Dispelling the Myths About Organics
By Mandie Boardman
Pesticides, antibiotics, growth hormones and sewage sludge are not normally what’s on your mind when you sink your teeth into a juicy apple, but if it’s not an organic apple that could be just what you are eating. Recently, there has been much debate and research done on the benefits of organic foods.
According to Mark Kantor, associate professor of nutrition and food science, “organic foods are foods that are produced with a minimum use of materials that do not originate on the farm. This means that organic foods are produced without synthetic pesticides, antibiotics, growth hormones, chemical fertilizers, sewage sludge, ionizing radiation and without using modern genetic engineering techniques.”
Research has shown that pesticide residues are three to five times more likely to be found in conventional produce than in organic. But, since the pesticide levels in conventional produce are low and can be considered negligible this difference is to little or no health consequence. And although some studies demonstrate that organic foods contain higher levels of antioxidants, such as Vitamin C, others have not been able to confirm this.

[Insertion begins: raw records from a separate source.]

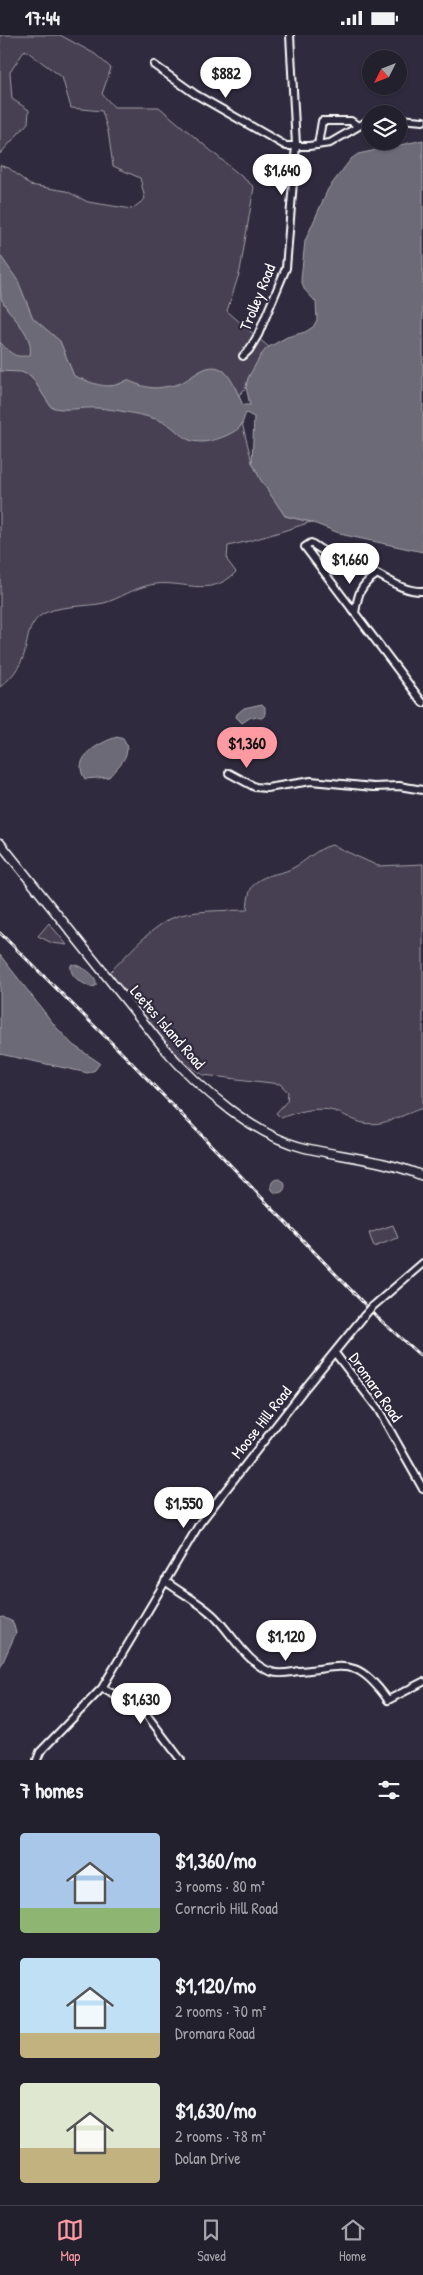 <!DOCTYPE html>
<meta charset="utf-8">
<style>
:root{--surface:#23202e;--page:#2f2d3a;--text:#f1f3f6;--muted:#a3a3aa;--line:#403e4a;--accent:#ff9aa2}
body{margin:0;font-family:"Patrick Hand",sans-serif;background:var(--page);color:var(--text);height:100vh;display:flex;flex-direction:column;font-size:19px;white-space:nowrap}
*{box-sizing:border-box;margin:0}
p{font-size:16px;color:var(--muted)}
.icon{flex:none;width:28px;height:28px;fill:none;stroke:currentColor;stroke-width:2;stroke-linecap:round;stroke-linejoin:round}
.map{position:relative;height:1725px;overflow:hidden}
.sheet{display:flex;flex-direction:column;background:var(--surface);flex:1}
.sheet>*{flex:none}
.needle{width:32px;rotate:228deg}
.fabs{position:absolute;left:362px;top:15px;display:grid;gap:10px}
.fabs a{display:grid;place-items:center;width:45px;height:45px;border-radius:50%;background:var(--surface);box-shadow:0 1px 4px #0004,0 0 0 1px var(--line);font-size:25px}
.price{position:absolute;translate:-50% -42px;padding:0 11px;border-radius:18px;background:#fff;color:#222;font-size:16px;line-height:32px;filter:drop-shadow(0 1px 2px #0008)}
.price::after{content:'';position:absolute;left:50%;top:30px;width:15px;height:11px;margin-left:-8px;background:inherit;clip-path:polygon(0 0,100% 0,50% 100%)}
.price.selected{background:var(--accent);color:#111}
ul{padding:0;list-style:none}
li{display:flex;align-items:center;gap:15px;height:125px;padding:0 20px}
li span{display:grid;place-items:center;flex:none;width:140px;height:100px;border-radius:5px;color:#555}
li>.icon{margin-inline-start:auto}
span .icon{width:60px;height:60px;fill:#fffc;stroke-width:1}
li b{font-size:21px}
h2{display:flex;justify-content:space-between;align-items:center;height:60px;padding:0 20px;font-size:21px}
.status{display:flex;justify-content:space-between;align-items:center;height:35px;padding:0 25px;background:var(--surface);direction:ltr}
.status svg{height:14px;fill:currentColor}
.menu{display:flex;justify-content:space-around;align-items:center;height:70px;border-top:1px solid var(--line);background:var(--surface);font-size:14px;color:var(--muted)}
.menu a{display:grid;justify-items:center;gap:2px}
.menu .selected{color:var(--accent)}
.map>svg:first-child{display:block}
.green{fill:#464152;stroke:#a2a0a8}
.water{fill:#6d6a77;stroke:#a7a6ad}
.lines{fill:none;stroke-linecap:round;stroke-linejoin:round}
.minor-casing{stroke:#fff;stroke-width:10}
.major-casing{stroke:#fff;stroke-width:11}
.minor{stroke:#2f2a3d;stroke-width:6}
.major{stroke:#2f2a3d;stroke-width:8}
.rail-casing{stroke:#fff;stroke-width:3}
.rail{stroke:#2f2a3d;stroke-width:1;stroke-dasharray:4;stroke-linecap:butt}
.minor-bridge-casing{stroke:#fff;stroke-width:10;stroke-linecap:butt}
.minor-bridge{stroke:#2f2a3d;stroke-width:6}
.labels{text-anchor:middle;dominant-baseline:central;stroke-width:4.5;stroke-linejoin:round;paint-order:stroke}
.street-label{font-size:16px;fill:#fff;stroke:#2f2a3d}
</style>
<div class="status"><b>17:44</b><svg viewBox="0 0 49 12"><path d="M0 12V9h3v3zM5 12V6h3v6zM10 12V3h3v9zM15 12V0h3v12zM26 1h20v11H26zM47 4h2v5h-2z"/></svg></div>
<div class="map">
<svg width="423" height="1725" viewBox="0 0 423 1725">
<rect width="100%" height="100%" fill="#2f2a3d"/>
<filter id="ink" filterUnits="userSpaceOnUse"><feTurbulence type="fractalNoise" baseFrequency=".02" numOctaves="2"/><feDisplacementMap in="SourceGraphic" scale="10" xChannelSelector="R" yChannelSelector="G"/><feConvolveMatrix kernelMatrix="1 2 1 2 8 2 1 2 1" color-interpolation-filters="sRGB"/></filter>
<g filter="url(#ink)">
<path class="green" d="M0,0H60L95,19L111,33L102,59L114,72H159L254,152L240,236L227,276L278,320L239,360L242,388L252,427L285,481L311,487C283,496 256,505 228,511L227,525L236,537C209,565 181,543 150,550C134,553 119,564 104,568C87,572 54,570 40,581C25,593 29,610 22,625C17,636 9,645 0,652V130L9,133L30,150L66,156L88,167L132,174L145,164L140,143L113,131L108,96L102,76L71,73L62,42L25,15L10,37L12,64L29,75L28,88L0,119Z
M332,810L378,831L423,829V1073C403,1079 385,1092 363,1088C354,1086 344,1079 334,1076C318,1071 296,1077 281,1083L276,1078L287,1066L288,1057L280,1049L203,1040L185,1028L163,1004L109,938C128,919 147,896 170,884C190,874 225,876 247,875C248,867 248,859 252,852C260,839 279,840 291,834C306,827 315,814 332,810Z
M49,888L67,910L52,908L38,901Z
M393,1190L398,1203L374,1212L369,1198Z"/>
<path class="water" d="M423,105V517L344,500L311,487L285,481L260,444L252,427L254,382L246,378C244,382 243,388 240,392C232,400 212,407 201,407C180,407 178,392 161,386C147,380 112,374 97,373C80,372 67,377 51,372L31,341L21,337L0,336V307C10,318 15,324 30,320C34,297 9,282 1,263C0,254 0,230 0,220L18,246L33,283L60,306L74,341C93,348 108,357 127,345C139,350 150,355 164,352C170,351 177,350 183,347C195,340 210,325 224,336C233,344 238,360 243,370H250L246,352L248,343L261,320L267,313L287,302L305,297L313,292L317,285L316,267L304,254L301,244L305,206L328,154L351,124L358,119Z
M262,669L265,672V680L262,683L251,682L242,688L236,682L237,679L244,673Z
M117,702L123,704C134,719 119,730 109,742L85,744C70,722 101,707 117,702Z
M0,920L56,992L73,1010L100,1028L95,1035L88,1038L0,1019Z
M73,929C82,932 98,939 96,951L90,952C81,947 69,942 71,930Z
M271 1151a7 7 0 1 1 14 0a7 7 0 1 1-14 0Z
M3,1582L13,1587L16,1598L0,1633V1583Z"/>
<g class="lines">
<defs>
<path id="minor" d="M154,30L195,59L286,111H309L330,108L371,84
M399,84L423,86
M318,110L322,86H351L358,91
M243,321L249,315L258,300L286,233L296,110L290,0
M423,556C401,557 384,541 365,533C346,525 328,521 311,508L305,512L423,668
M355,578C358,560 359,551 376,540
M229,738L255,752L267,753L311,746L374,752L399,751L423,755
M372,1272L423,1228
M335,1318L378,1374L423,1454
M165,1546C181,1558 201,1568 215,1582C231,1598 249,1631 272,1637C280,1640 291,1637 299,1636C346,1632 356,1621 388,1665L423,1647
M102,1653L143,1675L181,1725
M37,1725L40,1717L102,1653L200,1488L306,1352L364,1281"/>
<path id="major" d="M0,808L164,1013C198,1052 254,1101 305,1113C344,1122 385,1125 423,1141"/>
</defs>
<use href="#minor" class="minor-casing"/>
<use href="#major" class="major-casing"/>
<use href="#minor" class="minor"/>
<use href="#major" class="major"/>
<defs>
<path id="rail" d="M0,898L128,1024L378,1283L423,1323"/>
</defs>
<use href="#rail" class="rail-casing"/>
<use href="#rail" class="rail"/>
<defs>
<path id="minor-bridge" d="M364,1281L372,1272"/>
</defs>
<use href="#minor-bridge" class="minor-bridge-casing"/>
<use href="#minor-bridge" class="minor-bridge"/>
</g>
</g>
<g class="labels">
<g class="street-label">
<text transform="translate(257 262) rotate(-68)">Trolley Road</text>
<text transform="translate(168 992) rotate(49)">Leetes Island Road</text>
<text transform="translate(376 1352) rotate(55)">Dromara Road</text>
<text transform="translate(261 1387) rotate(-52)">Moose Hill Road</text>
</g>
</g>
</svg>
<div class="fabs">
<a><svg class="needle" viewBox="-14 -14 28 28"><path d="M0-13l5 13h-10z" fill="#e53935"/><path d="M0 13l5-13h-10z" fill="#a3a3aa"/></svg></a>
<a><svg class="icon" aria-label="layers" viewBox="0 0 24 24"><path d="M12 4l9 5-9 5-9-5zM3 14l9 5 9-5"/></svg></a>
</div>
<b class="price" style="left:226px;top:64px">$882</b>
<b class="price" style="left:282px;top:161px">$1,640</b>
<b class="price" style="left:350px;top:550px">$1,660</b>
<b class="price selected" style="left:247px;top:734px">$1,360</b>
<b class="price" style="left:184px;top:1494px">$1,550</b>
<b class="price" style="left:286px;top:1627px">$1,120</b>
<b class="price" style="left:141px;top:1690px">$1,630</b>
</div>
<section class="sheet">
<h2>7 homes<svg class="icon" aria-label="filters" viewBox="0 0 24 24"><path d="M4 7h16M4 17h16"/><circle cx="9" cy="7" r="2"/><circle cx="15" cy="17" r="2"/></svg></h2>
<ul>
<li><span style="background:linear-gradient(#a9c7e8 75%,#8fb573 0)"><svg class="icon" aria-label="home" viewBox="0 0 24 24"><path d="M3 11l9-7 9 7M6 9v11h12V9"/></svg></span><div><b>$1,360/mo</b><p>3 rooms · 80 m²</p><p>Corncrib Hill Road</p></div></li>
<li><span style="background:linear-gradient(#bfe0f5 75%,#c2b280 0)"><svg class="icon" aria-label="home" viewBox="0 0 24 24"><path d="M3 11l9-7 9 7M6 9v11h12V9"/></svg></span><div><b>$1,120/mo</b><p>2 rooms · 70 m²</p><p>Dromara Road</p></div></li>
<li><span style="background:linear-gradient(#dfe7d0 65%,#c2b280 0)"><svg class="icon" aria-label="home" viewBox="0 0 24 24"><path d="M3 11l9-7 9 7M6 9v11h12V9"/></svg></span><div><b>$1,630/mo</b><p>2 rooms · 78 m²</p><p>Dolan Drive</p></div></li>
</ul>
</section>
<nav class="menu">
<a class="selected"><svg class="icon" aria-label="map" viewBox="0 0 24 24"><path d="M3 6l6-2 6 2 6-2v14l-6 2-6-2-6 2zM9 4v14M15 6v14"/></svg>Map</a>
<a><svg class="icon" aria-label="saved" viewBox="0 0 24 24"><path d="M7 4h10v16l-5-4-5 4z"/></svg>Saved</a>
<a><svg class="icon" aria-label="home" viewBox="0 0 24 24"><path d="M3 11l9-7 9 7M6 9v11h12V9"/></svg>Home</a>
</nav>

Even though the research on the nutritional value of organic foods has proved inconclusive, organic farming does make a difference in helping the environment. With organic farming the soil is much healthier and natural which leads to beneficial critters, such as worms, beetles and cicadas. This in turn provides food for hungry birds. Also, there are less pesticides and synthetic fertilizers used in organic foods, so there is less pollution running into lakes and rivers. Kantor says, “Organic farming is compatible with conservation.”
So, with evidence still up in the air the choice is up to you. If you are given the choice of an apple or an organic apple, know that it’s probably not going to make that much of a difference to your health, unless of course the thought of ingesting sewer sludge bothers you.